*Problem to solve*:
Filter the entries for the string "padding". Copy each line that has it.

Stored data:
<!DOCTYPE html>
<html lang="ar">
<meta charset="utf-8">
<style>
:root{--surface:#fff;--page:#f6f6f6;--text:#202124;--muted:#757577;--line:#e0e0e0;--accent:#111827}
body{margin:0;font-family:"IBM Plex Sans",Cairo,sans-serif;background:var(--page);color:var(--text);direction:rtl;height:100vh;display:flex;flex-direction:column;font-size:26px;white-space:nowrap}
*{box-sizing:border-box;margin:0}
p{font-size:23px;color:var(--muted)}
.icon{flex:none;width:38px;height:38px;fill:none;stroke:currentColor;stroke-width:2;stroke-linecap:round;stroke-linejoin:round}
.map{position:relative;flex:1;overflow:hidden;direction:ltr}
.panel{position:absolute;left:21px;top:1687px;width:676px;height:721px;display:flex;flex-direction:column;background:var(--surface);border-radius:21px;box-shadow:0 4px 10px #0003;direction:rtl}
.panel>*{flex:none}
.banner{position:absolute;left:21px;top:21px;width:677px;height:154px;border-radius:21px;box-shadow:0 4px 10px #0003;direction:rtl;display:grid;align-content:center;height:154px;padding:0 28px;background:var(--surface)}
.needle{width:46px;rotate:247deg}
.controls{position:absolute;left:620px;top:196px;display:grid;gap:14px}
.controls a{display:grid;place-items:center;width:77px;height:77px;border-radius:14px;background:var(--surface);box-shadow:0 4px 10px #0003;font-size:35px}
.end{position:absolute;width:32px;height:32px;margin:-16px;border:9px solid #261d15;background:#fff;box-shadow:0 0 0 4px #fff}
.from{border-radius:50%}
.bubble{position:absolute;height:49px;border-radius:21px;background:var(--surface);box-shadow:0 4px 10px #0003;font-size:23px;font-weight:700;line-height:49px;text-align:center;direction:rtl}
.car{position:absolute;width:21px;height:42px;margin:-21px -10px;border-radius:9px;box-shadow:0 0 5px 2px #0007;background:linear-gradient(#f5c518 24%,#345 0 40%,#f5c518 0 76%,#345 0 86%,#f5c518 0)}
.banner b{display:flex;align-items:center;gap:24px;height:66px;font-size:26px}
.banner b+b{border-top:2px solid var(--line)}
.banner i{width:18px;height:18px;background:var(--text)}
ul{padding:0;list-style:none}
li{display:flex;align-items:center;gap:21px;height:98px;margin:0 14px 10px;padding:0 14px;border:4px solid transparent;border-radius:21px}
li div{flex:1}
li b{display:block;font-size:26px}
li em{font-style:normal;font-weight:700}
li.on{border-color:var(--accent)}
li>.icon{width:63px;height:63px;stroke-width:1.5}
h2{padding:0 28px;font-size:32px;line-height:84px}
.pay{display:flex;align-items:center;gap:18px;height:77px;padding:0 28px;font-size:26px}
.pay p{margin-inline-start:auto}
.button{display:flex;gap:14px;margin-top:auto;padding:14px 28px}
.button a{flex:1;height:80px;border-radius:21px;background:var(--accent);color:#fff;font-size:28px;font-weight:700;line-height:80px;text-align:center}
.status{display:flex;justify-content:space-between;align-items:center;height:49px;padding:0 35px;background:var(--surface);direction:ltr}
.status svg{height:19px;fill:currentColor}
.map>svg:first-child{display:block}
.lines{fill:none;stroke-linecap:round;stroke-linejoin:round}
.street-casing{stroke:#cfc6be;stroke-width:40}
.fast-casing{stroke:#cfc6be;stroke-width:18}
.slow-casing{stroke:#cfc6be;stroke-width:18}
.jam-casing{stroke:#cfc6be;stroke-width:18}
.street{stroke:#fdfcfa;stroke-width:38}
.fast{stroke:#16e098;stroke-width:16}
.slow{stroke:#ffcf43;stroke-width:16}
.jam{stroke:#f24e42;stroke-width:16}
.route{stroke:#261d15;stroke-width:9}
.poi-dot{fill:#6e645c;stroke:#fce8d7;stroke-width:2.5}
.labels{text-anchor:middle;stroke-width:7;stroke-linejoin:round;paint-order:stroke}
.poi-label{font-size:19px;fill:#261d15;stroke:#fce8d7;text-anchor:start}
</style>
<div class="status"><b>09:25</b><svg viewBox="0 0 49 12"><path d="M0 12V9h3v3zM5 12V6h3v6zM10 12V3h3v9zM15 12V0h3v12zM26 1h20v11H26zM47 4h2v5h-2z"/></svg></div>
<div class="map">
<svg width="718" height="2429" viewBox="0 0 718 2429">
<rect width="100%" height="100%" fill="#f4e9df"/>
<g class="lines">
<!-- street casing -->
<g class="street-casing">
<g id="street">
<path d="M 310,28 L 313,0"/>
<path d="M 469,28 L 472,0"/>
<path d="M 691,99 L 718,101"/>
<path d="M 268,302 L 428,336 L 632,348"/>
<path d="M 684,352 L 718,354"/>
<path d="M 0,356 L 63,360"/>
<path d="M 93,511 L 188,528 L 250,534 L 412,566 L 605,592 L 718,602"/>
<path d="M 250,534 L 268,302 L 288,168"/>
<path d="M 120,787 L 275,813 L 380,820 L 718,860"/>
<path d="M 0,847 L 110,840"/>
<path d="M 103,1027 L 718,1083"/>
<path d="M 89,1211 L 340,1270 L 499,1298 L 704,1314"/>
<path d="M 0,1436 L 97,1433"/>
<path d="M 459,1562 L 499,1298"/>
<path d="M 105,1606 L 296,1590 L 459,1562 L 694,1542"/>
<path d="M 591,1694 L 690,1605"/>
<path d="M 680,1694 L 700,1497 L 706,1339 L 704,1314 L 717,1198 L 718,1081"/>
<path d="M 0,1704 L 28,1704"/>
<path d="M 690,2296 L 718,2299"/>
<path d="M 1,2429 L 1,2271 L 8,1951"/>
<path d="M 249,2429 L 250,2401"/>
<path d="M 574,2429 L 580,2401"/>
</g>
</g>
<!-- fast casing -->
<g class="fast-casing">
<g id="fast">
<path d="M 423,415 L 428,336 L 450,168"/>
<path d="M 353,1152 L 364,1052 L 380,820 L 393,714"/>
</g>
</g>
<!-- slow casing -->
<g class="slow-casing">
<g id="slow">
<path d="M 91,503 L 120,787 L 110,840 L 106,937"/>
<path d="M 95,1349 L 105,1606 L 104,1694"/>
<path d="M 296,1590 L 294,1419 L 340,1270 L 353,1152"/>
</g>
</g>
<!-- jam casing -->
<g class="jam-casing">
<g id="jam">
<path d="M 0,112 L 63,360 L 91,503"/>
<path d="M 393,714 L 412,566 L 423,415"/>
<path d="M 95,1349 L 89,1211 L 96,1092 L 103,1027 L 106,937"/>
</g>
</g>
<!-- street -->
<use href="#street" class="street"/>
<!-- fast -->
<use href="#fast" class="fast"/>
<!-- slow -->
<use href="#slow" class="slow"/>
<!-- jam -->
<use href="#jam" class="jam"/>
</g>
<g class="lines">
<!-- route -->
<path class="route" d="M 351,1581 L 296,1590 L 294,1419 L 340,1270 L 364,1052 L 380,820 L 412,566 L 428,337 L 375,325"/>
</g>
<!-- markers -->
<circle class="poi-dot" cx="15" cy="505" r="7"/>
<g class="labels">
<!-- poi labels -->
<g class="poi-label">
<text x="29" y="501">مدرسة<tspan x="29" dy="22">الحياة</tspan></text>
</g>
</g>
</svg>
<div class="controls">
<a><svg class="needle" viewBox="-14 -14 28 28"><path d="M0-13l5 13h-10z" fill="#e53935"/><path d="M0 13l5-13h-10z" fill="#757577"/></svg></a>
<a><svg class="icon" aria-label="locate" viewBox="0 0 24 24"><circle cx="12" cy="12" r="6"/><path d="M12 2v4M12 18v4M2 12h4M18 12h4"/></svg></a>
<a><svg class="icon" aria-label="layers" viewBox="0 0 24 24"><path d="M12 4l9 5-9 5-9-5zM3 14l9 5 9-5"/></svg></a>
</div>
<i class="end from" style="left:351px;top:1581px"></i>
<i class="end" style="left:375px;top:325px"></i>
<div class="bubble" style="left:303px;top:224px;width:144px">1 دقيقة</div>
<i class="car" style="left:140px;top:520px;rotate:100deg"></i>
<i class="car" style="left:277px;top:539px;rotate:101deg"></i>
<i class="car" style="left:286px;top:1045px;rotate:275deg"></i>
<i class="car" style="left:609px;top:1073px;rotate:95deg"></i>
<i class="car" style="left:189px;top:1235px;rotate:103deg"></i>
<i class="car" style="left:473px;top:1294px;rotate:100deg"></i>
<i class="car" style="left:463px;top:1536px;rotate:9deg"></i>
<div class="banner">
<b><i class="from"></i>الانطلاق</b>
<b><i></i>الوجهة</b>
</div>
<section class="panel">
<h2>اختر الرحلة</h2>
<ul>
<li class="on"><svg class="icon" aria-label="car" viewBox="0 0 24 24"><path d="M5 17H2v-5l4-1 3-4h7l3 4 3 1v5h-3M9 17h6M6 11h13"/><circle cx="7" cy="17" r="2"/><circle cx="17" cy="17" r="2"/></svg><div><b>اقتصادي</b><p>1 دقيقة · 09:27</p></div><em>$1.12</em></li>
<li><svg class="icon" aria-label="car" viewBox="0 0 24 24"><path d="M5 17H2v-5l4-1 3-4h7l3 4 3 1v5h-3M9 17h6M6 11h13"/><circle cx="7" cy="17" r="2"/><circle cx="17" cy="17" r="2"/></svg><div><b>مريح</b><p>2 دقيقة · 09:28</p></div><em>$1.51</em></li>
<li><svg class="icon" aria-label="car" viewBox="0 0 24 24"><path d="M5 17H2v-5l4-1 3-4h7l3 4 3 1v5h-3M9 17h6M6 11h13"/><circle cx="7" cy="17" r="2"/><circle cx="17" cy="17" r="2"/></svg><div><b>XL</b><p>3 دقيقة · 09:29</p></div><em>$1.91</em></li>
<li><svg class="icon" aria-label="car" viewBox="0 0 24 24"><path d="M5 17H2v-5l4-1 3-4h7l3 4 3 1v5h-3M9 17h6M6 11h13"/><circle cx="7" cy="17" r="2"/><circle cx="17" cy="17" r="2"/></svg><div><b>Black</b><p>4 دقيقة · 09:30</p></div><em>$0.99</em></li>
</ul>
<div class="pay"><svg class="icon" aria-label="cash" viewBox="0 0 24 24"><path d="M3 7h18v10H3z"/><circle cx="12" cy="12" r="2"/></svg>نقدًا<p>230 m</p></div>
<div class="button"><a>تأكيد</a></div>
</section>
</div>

*Task solution*:
.banner{position:absolute;left:21px;top:21px;width:677px;height:154px;border-radius:21px;box-shadow:0 4px 10px #0003;direction:rtl;display:grid;align-content:center;height:154px;padding:0 28px;background:var(--surface)}
ul{padding:0;list-style:none}
li{display:flex;align-items:center;gap:21px;height:98px;margin:0 14px 10px;padding:0 14px;border:4px solid transparent;border-radius:21px}
h2{padding:0 28px;font-size:32px;line-height:84px}
.pay{display:flex;align-items:center;gap:18px;height:77px;padding:0 28px;font-size:26px}
.button{display:flex;gap:14px;margin-top:auto;padding:14px 28px}
.status{display:flex;justify-content:space-between;align-items:center;height:49px;padding:0 35px;background:var(--surface);direction:ltr}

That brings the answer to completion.